Disastro a Viareggio 1

''Siamo allibiti, non c'e' alcun motivo''. Così Daniela Rombi, del comitato fra i familiari delle vittime della strage di Viareggio, ha commentato ''l'ipotesi ventilata dagli indagati'', spiega Rombi, di chiedere il trasferimento delle indagini perchè "a Viareggio non ci sarebbe un clima sereno''.

L'ipotesi è' ''ventilata'' dopo l'incidente probatorio del giugno scorso quando i tecnici di Trenitalia vennero contestati dai comitati dei familiari delle vittime. Ieri, sempre alla stazione di Viareggio, c'è stata una nuova tappa dell'incidente probatorio: i periti per quattro ore hanno analizzando la cisterna da cui fuoriuscì il gpl e condotto verifiche sui binari.

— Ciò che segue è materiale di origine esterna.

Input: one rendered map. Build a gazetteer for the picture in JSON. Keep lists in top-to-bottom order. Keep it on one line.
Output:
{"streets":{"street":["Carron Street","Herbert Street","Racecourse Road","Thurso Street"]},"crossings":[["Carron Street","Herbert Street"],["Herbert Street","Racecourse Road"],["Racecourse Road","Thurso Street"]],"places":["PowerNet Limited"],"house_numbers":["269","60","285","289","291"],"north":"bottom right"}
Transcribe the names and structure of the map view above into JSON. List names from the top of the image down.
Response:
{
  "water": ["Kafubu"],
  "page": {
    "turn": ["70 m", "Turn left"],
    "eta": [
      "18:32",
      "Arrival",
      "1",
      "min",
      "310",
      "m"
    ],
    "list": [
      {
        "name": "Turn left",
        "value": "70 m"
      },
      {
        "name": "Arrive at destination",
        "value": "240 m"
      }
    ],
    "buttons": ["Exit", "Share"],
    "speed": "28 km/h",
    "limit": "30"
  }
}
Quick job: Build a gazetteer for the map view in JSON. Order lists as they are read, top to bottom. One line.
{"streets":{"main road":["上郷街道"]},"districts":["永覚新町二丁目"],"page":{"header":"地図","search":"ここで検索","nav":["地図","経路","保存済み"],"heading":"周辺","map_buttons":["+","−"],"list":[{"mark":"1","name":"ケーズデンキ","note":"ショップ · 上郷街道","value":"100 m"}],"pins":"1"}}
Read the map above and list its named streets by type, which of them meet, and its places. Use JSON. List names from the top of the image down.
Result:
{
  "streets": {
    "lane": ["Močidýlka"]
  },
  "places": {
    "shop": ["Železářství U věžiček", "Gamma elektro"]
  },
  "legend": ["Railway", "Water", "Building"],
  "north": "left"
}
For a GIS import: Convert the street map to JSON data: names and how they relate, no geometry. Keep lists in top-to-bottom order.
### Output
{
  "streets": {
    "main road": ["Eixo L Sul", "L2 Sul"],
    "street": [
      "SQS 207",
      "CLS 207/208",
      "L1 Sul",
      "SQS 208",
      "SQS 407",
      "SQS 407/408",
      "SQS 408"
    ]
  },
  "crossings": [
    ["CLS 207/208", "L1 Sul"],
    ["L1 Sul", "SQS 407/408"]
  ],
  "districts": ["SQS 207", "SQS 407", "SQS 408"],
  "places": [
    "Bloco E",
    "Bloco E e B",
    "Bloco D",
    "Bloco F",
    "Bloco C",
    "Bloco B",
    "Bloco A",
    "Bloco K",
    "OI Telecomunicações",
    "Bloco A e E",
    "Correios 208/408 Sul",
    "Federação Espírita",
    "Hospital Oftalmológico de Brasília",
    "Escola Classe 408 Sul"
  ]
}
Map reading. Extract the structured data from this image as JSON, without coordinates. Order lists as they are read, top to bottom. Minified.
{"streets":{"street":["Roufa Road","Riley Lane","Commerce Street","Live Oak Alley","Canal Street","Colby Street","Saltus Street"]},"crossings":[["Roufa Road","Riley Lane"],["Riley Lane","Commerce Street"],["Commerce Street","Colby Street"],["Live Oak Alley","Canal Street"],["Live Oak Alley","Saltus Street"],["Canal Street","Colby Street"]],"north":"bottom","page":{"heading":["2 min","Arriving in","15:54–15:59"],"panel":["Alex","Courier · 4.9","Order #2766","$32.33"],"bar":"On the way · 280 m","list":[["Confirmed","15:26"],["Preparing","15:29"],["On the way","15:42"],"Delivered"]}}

''Le nostre manifestazioni - ha commentato Daniela Rombi - sono civili, serene e doverose. Dobbiamo tenere alta l'attenzione, far capire che noi ci siamo, vigiliamo, seguiamo passo passo le indagini. Tutti devono lavorare per la ricerca della verità e devono farlo in maniera serena.

Anche il sindaco di Viareggio, Luca Lunardini, è contrario a un eventuale trasloco dell'inchiesta da Lucca: ''Ci opporremmo con tutte le nostre forze'', ha dichiarato.

Entro il 21 ottobre verrà depositata la perizia, che dovrebbe essere illustrata alle parti in un'udienza fissata per il 2 novembre. Da Lucca, i tecnici hanno portato a Viareggio il truciolo di lamiera che venne trovato dai periti nella cisterna e che potrebbe essere stato provocato dallo squarcio.

Al centro delle verifiche ci sono anche gli oggetti indicati dalle parti come causa dello squarcio: il picchetto di regolazione delle curve e la piegata a zampa di lepre (un pezzo dello scambio). Intanto dai test sulle vernici svolti nel laboratorio di Bollate pare sia emerso che sull'asse ci sarebbero state due mani di vernice di diverso colore.

Al termine dell'incidente probatorio, Daniela Rombi ha ringraziato le persone che hanno presidiato la stazione e "vigilato" sull'operato dei tecnici. I periti si sono trasferiti a Calambrone per ulteriori controlli su altri pezzi del treno.

1 commento

  1. fausto mercoledì 5 ottobre 2011 alle 14:04:58

    ma come cicala & c lasciano che l'indagine vada altrove?
    Come mai hanno interessi privati??